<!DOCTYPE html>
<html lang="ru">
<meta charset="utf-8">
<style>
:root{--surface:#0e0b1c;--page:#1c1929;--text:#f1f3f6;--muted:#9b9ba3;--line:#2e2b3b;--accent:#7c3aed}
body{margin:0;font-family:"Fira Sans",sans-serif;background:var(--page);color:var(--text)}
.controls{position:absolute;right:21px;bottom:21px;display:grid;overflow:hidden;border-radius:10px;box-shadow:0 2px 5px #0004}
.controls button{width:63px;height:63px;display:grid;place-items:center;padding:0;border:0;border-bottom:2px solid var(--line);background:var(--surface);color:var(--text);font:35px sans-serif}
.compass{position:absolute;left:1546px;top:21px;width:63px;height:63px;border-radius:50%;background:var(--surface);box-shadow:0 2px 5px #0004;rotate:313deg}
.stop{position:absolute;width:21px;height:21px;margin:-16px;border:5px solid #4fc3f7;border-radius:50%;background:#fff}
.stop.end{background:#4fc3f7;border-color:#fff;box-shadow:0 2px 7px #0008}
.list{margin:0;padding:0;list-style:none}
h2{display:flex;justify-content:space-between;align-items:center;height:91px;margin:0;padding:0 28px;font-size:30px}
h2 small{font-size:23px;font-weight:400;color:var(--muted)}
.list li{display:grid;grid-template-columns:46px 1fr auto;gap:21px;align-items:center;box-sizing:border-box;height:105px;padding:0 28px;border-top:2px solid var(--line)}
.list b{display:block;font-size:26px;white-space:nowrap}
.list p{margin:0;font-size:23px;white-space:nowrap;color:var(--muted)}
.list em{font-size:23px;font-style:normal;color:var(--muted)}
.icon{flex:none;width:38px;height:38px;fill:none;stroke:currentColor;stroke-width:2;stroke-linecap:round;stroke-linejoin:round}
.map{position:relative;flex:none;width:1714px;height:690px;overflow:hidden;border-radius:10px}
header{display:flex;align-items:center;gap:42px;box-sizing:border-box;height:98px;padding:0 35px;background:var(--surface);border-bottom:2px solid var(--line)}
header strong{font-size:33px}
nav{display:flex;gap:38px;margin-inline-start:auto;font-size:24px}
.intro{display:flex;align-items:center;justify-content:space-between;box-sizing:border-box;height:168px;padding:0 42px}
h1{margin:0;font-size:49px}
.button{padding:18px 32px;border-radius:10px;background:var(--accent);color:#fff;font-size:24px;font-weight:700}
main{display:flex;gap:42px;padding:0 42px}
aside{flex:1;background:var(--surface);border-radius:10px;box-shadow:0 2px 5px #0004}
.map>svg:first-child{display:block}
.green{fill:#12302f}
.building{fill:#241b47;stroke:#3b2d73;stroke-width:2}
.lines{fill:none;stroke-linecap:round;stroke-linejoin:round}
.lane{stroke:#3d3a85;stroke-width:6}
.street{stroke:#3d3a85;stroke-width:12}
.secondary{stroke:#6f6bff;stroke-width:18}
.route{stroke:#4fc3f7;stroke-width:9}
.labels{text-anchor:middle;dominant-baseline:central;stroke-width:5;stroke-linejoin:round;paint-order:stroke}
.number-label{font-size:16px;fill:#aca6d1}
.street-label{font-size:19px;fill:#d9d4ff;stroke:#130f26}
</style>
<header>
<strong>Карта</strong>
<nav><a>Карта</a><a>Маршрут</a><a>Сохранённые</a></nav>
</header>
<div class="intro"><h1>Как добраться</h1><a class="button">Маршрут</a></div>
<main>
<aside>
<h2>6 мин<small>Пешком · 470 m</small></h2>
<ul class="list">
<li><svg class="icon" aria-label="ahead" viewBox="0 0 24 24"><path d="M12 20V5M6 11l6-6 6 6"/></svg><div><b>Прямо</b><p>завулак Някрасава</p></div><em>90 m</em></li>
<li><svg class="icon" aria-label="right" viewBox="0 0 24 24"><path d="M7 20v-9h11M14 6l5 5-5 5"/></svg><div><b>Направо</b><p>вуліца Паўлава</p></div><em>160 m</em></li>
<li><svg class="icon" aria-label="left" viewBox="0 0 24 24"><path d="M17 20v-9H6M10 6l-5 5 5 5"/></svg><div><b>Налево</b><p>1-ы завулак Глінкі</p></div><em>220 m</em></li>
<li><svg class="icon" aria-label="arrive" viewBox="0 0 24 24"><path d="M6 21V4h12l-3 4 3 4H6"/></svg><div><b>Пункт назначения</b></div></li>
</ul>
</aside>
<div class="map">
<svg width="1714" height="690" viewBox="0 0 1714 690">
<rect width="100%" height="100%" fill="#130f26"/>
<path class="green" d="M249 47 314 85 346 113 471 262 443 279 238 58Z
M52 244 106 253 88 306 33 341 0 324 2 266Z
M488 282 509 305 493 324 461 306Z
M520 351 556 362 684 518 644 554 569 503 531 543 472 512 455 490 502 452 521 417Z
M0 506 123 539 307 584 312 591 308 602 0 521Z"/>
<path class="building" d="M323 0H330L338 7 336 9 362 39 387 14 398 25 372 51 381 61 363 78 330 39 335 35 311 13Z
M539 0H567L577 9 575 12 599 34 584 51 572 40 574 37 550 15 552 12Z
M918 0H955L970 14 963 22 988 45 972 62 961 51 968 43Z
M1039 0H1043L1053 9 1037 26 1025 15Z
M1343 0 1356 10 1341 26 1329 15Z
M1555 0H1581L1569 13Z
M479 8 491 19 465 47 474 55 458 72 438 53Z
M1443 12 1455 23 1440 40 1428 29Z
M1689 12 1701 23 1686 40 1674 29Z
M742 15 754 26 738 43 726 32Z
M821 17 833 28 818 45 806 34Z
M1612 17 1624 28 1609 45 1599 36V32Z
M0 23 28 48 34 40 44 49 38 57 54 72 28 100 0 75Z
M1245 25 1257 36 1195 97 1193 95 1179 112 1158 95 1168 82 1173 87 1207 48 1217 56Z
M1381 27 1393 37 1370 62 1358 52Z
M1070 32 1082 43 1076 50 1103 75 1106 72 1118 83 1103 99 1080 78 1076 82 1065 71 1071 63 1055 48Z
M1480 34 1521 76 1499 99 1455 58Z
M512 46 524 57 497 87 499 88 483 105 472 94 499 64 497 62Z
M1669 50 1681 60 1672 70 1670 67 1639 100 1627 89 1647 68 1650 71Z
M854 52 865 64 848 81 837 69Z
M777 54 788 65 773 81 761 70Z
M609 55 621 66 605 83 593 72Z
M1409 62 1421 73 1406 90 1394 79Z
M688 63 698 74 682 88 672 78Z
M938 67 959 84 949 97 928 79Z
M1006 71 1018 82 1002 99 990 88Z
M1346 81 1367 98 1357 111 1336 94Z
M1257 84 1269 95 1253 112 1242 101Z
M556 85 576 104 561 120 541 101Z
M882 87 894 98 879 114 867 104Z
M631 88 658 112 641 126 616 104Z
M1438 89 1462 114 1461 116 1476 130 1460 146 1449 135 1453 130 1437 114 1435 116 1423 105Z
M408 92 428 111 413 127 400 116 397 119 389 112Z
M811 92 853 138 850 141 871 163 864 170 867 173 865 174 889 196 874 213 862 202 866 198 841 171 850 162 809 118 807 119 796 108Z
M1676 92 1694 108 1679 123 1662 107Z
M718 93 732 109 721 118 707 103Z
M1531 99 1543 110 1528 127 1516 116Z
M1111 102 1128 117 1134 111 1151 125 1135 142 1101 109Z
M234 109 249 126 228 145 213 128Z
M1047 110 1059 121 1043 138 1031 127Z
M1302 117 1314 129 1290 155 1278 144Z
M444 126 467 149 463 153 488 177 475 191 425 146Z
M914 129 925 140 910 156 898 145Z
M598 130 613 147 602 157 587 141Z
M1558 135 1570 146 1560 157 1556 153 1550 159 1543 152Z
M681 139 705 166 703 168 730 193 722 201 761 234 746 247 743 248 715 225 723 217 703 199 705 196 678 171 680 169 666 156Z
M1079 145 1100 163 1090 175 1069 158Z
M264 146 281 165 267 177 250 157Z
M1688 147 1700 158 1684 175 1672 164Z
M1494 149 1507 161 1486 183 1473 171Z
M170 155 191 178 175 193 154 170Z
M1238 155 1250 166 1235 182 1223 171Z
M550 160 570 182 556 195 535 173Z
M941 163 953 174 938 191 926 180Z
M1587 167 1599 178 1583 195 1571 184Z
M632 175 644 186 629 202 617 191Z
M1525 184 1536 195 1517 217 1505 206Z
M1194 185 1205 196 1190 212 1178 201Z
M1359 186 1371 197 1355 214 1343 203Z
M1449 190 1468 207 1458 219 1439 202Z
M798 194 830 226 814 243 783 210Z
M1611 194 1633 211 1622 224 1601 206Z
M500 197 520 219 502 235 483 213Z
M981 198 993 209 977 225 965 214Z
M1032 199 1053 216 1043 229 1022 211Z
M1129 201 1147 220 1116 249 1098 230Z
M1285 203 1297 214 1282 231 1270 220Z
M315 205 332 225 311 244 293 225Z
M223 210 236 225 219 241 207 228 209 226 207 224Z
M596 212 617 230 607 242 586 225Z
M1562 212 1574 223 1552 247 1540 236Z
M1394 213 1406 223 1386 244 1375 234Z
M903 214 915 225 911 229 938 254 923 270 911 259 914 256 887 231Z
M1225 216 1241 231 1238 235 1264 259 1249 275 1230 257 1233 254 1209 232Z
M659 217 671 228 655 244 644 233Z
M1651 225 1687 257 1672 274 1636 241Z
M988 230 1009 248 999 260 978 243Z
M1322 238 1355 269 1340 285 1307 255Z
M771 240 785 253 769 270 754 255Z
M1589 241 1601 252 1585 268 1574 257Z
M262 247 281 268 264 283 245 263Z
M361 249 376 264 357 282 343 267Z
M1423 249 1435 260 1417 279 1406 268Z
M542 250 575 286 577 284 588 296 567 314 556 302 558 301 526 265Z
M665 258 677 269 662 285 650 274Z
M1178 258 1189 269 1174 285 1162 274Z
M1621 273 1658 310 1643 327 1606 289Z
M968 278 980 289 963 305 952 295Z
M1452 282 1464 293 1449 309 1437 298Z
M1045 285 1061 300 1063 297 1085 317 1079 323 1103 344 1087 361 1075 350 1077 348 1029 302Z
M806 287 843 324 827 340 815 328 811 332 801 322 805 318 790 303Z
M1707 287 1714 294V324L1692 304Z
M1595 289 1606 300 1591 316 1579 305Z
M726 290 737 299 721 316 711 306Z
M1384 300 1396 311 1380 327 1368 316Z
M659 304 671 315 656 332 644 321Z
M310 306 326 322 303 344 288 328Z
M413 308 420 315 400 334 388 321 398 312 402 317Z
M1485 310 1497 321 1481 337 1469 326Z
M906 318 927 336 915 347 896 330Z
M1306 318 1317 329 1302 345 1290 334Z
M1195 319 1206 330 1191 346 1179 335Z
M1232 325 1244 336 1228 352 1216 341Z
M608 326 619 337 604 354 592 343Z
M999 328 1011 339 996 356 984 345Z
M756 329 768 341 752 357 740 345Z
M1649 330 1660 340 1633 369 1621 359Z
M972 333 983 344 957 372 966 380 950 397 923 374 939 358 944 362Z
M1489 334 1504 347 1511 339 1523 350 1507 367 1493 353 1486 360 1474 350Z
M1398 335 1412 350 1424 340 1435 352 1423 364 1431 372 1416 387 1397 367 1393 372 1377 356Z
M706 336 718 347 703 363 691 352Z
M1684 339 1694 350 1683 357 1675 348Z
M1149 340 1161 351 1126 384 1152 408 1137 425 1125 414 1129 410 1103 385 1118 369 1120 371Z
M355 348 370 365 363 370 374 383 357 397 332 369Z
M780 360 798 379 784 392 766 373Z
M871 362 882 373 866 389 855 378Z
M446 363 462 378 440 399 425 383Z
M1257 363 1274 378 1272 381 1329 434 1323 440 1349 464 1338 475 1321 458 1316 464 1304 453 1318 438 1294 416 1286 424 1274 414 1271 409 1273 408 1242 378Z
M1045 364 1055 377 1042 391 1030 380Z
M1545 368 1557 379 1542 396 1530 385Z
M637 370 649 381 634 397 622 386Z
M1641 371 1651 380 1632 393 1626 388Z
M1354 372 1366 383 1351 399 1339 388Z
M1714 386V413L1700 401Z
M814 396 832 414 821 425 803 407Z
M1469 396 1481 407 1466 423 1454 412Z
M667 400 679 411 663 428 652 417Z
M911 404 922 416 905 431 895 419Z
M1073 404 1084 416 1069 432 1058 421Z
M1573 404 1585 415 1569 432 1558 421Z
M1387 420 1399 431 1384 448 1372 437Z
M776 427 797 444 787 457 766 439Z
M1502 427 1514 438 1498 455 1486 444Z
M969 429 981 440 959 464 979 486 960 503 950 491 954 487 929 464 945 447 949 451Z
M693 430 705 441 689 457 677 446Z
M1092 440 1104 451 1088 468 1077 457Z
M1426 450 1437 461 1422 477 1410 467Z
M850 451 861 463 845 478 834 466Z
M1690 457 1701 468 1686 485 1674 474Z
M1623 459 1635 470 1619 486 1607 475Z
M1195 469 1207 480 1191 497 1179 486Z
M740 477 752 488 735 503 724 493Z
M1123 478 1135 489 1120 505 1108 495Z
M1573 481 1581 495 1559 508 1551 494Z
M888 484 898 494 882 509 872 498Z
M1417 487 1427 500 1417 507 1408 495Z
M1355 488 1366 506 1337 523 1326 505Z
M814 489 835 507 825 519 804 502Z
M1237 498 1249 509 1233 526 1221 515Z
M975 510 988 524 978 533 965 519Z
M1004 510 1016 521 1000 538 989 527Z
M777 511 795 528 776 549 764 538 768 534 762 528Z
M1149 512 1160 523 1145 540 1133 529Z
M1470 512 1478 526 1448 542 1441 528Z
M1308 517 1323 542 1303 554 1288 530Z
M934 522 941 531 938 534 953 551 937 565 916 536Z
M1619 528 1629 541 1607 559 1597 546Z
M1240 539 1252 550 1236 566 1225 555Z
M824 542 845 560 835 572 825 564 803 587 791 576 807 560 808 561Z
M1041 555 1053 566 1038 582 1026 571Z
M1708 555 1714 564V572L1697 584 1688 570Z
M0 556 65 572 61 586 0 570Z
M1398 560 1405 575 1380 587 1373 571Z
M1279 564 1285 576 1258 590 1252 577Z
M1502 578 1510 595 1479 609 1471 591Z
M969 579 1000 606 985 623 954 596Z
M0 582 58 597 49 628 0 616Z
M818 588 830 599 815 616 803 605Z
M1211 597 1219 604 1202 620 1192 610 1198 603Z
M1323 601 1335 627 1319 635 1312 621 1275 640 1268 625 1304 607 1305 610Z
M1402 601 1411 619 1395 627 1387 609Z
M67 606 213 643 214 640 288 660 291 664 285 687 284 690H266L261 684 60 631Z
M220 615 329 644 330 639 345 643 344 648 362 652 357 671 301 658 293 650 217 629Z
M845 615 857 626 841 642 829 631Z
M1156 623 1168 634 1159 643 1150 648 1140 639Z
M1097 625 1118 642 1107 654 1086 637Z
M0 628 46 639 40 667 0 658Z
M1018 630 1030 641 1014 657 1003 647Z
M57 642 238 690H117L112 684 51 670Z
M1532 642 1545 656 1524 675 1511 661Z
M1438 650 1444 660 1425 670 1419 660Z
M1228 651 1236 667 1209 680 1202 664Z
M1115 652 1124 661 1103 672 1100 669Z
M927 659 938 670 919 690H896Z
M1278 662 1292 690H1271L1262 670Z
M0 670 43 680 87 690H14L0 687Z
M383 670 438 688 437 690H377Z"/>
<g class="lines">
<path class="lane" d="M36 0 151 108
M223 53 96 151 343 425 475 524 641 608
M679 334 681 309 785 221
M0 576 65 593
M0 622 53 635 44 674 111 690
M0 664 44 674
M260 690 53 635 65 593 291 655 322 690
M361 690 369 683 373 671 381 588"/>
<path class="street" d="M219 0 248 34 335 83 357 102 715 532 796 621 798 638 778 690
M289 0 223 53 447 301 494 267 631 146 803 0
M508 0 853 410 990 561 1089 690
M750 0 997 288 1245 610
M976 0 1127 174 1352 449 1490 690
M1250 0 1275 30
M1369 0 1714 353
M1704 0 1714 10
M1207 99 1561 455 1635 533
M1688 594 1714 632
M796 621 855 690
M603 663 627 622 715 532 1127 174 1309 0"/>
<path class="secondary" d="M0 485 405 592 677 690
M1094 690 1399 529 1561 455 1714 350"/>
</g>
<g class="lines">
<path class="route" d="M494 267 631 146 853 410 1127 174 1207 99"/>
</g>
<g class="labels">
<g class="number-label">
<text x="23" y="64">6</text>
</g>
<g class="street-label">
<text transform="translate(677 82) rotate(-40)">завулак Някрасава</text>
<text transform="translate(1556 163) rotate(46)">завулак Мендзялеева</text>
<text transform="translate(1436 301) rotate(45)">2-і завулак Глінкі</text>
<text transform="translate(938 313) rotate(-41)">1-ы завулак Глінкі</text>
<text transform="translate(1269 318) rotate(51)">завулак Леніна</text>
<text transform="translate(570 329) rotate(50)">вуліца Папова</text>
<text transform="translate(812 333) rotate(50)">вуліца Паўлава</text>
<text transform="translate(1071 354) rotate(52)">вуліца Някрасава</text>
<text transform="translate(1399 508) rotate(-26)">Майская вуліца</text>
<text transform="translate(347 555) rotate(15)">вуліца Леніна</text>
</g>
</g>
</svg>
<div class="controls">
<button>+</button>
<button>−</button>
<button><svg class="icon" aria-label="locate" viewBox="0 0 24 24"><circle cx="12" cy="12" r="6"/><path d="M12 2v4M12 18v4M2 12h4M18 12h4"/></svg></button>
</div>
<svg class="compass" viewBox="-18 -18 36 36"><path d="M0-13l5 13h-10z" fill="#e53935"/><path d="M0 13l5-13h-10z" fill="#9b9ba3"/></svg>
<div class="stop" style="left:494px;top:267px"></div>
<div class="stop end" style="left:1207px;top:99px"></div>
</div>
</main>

...

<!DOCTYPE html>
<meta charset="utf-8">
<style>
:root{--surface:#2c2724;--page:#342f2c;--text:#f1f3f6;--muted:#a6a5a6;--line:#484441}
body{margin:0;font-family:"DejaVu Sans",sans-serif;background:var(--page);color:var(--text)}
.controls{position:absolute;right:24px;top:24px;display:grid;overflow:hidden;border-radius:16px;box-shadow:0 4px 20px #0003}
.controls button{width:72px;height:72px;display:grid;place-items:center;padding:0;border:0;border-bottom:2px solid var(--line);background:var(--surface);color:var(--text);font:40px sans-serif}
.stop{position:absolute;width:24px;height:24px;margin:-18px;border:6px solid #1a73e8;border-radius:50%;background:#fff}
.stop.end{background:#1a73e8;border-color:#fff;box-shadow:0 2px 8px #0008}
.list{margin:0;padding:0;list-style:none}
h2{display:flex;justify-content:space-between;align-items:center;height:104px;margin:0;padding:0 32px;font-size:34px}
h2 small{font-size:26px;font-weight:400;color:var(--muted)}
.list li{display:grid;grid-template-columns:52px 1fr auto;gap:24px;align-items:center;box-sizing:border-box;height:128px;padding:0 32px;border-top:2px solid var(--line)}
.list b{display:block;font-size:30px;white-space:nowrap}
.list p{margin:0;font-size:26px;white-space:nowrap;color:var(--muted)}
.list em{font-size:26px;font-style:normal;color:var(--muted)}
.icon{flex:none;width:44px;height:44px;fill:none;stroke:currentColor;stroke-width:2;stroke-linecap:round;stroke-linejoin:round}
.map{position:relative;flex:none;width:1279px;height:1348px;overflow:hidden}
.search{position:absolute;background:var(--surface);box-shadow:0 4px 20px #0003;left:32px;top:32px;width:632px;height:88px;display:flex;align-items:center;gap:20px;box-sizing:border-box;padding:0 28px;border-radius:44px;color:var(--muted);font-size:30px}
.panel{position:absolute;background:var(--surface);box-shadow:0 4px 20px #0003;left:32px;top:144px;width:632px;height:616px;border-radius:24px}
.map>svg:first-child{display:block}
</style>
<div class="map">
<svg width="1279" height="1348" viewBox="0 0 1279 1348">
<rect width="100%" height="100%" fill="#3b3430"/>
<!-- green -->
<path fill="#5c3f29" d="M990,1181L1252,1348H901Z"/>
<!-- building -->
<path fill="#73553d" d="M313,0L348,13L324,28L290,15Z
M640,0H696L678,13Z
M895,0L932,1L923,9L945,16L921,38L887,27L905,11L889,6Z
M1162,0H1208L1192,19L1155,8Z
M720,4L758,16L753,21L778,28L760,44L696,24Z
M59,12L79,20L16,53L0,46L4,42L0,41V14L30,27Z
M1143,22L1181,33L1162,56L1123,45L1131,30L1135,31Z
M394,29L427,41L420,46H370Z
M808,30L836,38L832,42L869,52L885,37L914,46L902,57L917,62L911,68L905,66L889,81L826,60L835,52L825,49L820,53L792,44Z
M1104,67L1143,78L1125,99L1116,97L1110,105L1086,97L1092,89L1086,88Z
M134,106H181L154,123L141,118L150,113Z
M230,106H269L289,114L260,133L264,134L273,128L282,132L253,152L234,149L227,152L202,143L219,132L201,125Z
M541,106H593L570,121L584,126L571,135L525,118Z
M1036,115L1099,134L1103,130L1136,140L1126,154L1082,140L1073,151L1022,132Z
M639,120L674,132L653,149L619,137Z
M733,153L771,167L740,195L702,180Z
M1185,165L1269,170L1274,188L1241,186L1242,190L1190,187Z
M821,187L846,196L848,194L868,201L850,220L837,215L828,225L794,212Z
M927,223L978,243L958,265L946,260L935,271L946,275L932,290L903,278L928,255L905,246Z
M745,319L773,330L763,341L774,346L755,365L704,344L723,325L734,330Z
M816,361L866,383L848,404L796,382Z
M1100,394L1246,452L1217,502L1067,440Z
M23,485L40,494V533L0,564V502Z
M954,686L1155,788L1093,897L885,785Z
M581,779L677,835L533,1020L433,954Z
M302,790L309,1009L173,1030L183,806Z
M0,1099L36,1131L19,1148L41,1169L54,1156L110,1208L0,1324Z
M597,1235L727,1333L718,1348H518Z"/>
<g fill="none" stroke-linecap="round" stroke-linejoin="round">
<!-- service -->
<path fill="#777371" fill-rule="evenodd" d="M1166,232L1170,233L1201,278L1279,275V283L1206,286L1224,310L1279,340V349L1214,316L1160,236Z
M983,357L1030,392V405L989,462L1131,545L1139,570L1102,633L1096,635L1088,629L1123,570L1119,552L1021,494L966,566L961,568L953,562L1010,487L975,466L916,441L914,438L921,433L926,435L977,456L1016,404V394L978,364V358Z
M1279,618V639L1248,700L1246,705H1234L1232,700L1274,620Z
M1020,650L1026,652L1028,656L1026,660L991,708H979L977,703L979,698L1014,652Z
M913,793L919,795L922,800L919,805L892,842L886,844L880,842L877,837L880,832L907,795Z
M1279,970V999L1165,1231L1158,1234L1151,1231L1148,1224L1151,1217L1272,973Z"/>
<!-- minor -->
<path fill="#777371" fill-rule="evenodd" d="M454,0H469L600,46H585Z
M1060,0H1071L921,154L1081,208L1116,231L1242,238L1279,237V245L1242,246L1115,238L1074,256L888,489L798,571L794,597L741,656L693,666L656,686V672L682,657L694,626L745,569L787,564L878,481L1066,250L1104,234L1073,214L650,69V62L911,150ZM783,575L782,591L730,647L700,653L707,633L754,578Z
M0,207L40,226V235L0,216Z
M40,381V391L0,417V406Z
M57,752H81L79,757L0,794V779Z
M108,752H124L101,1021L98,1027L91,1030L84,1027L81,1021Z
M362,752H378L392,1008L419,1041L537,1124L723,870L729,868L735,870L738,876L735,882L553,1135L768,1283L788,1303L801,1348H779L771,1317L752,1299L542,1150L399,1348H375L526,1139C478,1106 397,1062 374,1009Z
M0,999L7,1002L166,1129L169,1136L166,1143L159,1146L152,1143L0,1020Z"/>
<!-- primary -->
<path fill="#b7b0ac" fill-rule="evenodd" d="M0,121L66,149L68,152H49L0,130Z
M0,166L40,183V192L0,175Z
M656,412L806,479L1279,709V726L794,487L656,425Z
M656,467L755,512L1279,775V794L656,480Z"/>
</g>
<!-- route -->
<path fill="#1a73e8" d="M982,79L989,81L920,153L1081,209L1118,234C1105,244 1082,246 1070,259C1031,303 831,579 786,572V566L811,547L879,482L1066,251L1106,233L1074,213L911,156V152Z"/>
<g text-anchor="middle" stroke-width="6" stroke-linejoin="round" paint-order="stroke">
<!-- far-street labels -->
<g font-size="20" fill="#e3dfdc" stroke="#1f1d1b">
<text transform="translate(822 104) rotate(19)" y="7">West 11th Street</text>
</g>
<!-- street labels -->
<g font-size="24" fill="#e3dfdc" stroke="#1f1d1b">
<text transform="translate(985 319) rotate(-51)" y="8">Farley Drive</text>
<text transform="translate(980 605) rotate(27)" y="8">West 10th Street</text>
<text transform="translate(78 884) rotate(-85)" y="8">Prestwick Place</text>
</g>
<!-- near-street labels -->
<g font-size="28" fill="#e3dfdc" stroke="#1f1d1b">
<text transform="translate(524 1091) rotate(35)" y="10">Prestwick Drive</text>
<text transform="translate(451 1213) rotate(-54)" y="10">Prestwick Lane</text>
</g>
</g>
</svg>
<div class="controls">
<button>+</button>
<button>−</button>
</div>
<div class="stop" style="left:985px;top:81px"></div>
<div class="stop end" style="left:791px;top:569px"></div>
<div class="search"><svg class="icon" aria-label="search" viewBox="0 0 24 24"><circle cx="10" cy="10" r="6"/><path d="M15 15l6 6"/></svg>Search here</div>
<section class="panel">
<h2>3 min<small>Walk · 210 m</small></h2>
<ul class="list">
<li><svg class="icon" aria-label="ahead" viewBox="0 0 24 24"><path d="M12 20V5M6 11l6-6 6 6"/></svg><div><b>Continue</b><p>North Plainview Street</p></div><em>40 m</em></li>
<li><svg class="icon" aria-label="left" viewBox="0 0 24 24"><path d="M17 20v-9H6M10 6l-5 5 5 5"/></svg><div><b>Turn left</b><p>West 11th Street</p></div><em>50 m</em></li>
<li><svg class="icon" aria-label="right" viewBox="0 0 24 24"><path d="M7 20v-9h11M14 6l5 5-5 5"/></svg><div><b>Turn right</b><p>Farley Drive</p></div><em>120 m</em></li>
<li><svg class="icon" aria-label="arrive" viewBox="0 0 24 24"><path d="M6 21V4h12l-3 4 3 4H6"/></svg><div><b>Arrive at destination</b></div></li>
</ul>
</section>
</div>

Problem description> Would you copy out each line of the records above where the word "solid" occurs?

Written response>
.controls button{width:63px;height:63px;display:grid;place-items:center;padding:0;border:0;border-bottom:2px solid var(--line);background:var(--surface);color:var(--text);font:35px sans-serif}
.stop{position:absolute;width:21px;height:21px;margin:-16px;border:5px solid #4fc3f7;border-radius:50%;background:#fff}
.list li{display:grid;grid-template-columns:46px 1fr auto;gap:21px;align-items:center;box-sizing:border-box;height:105px;padding:0 28px;border-top:2px solid var(--line)}
header{display:flex;align-items:center;gap:42px;box-sizing:border-box;height:98px;padding:0 35px;background:var(--surface);border-bottom:2px solid var(--line)}
.controls button{width:72px;height:72px;display:grid;place-items:center;padding:0;border:0;border-bottom:2px solid var(--line);background:var(--surface);color:var(--text);font:40px sans-serif}
.stop{position:absolute;width:24px;height:24px;margin:-18px;border:6px solid #1a73e8;border-radius:50%;background:#fff}
.list li{display:grid;grid-template-columns:52px 1fr auto;gap:24px;align-items:center;box-sizing:border-box;height:128px;padding:0 32px;border-top:2px solid var(--line)}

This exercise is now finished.